Dataset extract START

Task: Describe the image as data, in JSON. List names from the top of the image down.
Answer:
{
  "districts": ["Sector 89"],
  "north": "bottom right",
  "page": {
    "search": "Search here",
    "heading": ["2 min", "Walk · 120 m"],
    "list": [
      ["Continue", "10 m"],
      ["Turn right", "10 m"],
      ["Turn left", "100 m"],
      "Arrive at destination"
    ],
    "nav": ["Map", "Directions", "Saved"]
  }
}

Dataset extract END

Every single record is to be set down again, unaltered.

Task: Describe the image as data, in JSON. List names from the top of the image down.
Answer:
{
  "districts": ["Sector 89"],
  "north": "bottom right",
  "page": {
    "search": "Search here",
    "heading": ["2 min", "Walk · 120 m"],
    "list": [
      ["Continue", "10 m"],
      ["Turn right", "10 m"],
      ["Turn left", "100 m"],
      "Arrive at destination"
    ],
    "nav": ["Map", "Directions", "Saved"]
  }
}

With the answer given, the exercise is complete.